Thus far, I have reviewed the first six chapters of Rule of Law by Tom Bingham and have identified a host of problems–logical fallacies, omissions, and blind spots–with Judge Bingham’s work. The next chapter, Chapter 7, which is devoted to “human rights” and which forms the longest part of Bingham’s book, will be no exception. Judge Bingham begins this chapter by stating that “the law must afford adequate protection of fundamental human rights”, while the rest of this chapter then surveys a series of such rights, but there are three fatal flaws with Bingham’s analysis.

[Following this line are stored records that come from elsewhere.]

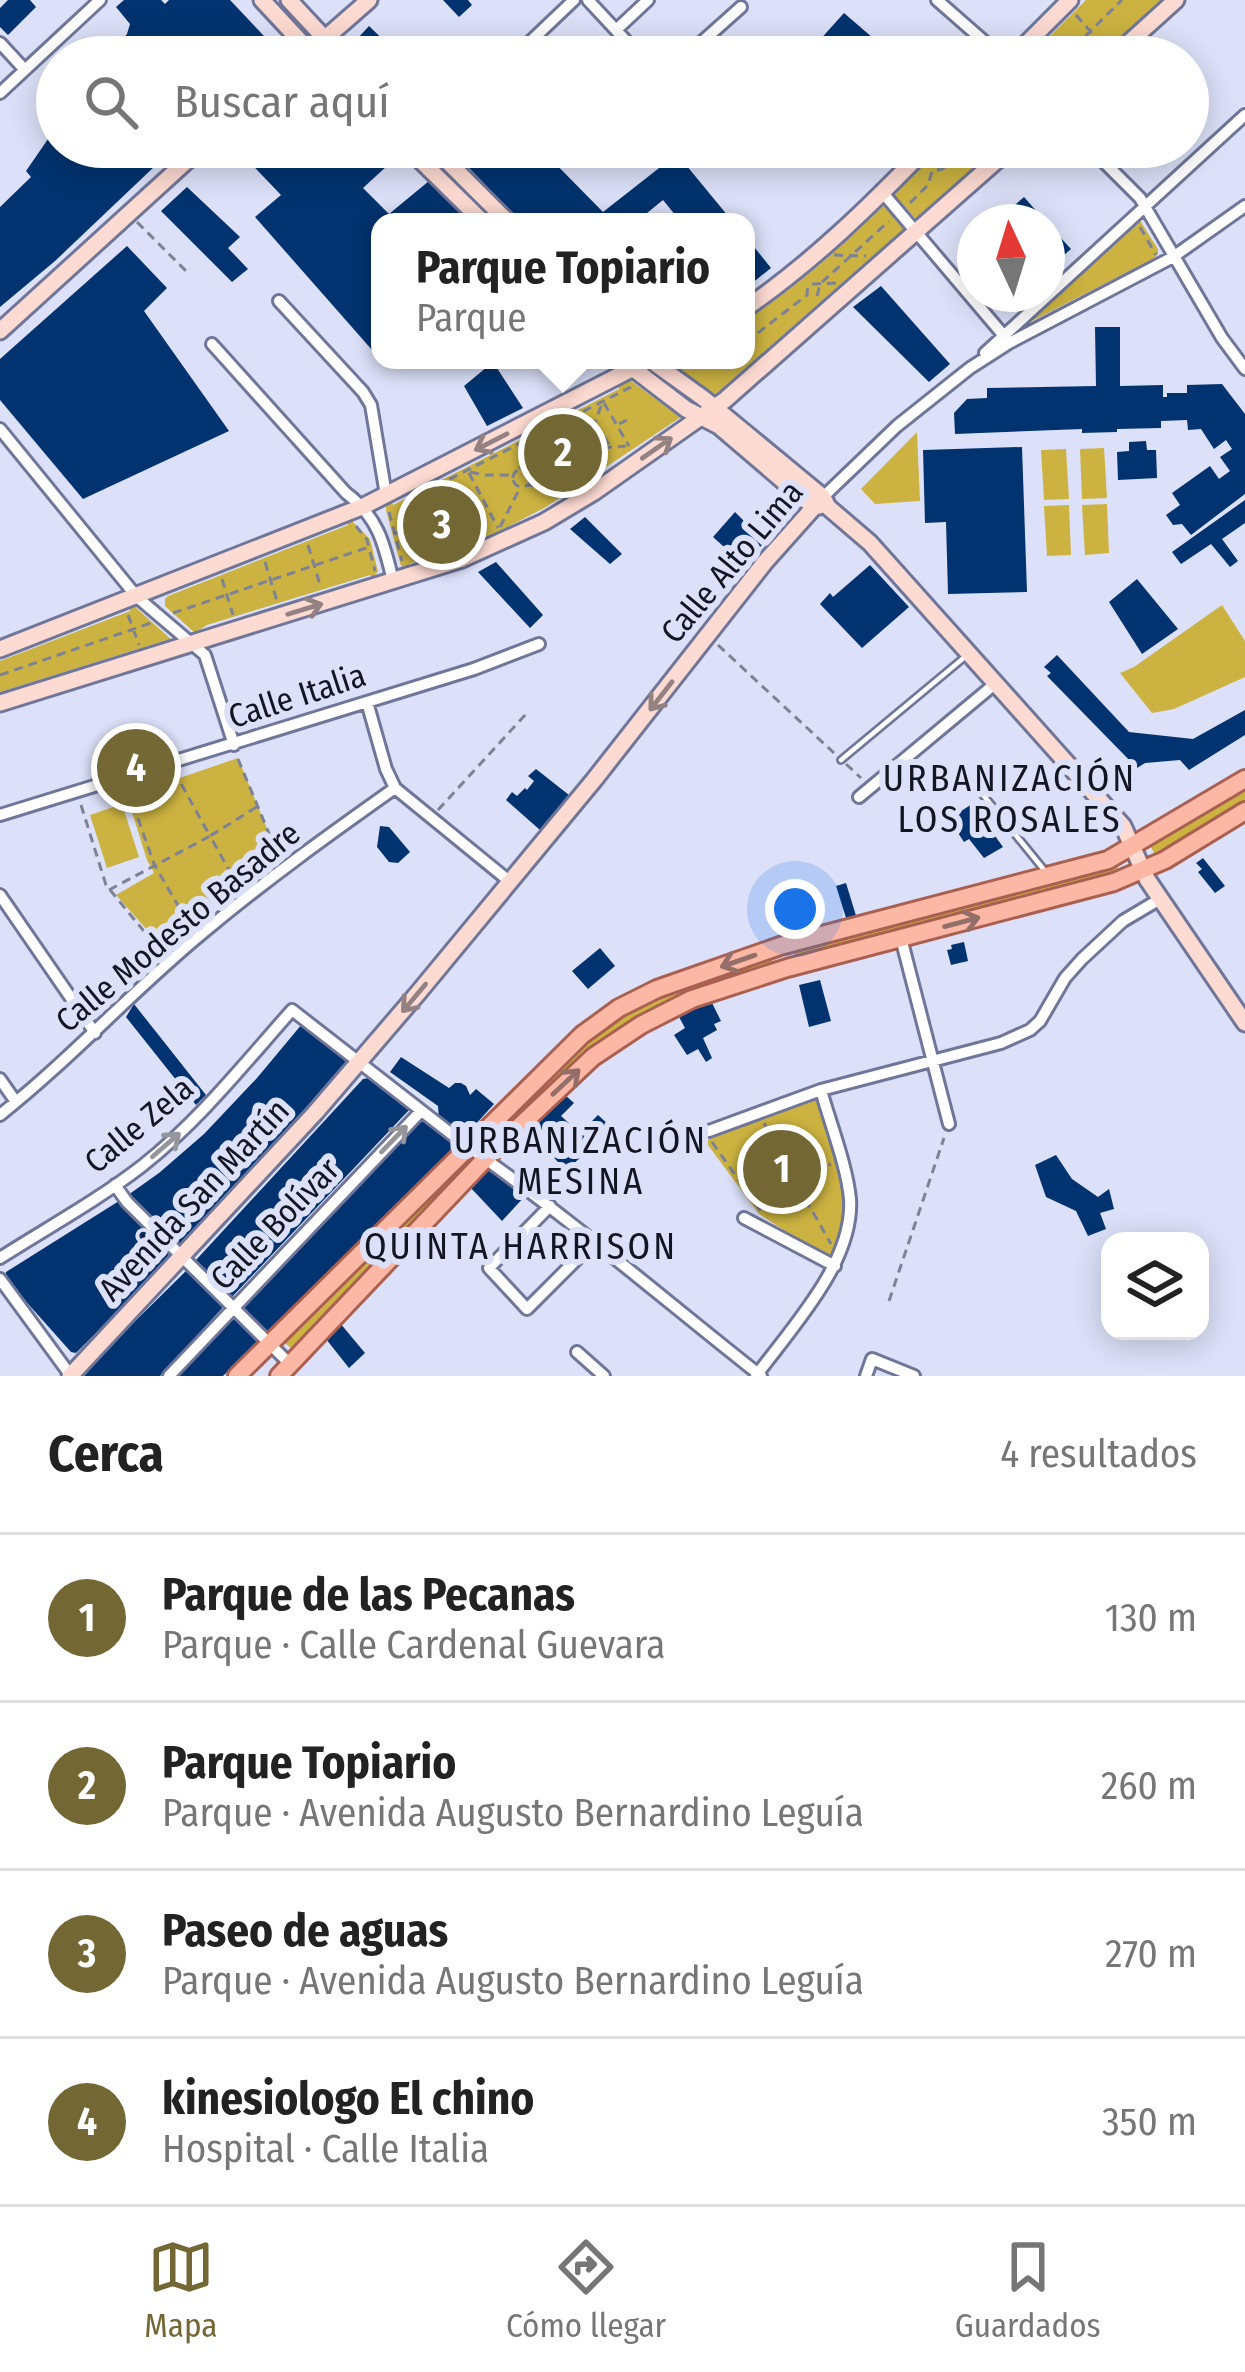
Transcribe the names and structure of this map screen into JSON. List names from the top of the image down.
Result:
{
  "streets": {
    "main road": ["Calle Alto Lima", "Avenida San Martín"],
    "street": [
      "Calle Italia",
      "Calle Modesto Basadre",
      "Calle Zela",
      "Calle Bolívar"
    ]
  },
  "crossings": [
    ["Calle Alto Lima", "Calle Zela"],
    ["Calle Alto Lima", "Avenida San Martín"],
    ["Calle Zela", "Avenida San Martín"]
  ],
  "one_way": ["Calle Alto Lima", "Calle Zela", "Calle Bolívar"],
  "districts": ["URBANIZACIÓN LOS ROSALES", "URBANIZACIÓN MESINA", "QUINTA HARRISON"],
  "north": "top",
  "page": {
    "search": "Buscar aquí",
    "popup": ["Parque Topiario", "Parque"],
    "pins": [
      "2",
      "3",
      "4",
      "1"
    ],
    "heading": ["Cerca", "4 resultados"],
    "list": [
      {
        "mark": "1",
        "name": "Parque de las Pecanas",
        "note": "Parque · Calle Cardenal Guevara",
        "value": "130 m"
      },
      {
        "mark": "2",
        "name": "Parque Topiario",
        "note": "Parque · Avenida Augusto Bernardino Leguía",
        "value": "260 m"
      },
      {
        "mark": "3",
        "name": "Paseo de aguas",
        "note": "Parque · Avenida Augusto Bernardino Leguía",
        "value": "270 m"
      },
      {
        "mark": "4",
        "name": "kinesiologo El chino",
        "note": "Hospital · Calle Italia",
        "value": "350 m"
      }
    ],
    "nav": ["Mapa", "Cómo llegar", "Guardados"]
  }
}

The first is “the level of generality” problem, a complication that often bedevils legal reasoning (see here, for example). No one is opposed to “fundamental human rights”, but what counts as a human right and how should such rights be defined? By way of example, do fundamental human rights include a right to housing, or a right to health care, or a right to a universal basic income? And if so, who will be required to pay for the provision of these rights, and how much income or what level of housing or health care must be provided to all?

The next problem, however, is even more fundamental (pun intended!). Even if we could agree on what rights counts as “fundamental human rights”, what happens when these rights come into conflict with each other. Consider, for example, the right to life and the right to liberty, two of the fundamental rights on Bingham’s laundry list of human rights. What happens when the right to liberty conflicts with the right to life? Doesn’t a woman’s right to choose an abortion violate the right to life of unborn children? Or vice versa, doesn’t an unborn child’s right to life interfere with abortion rights? Either way, which right should prevail?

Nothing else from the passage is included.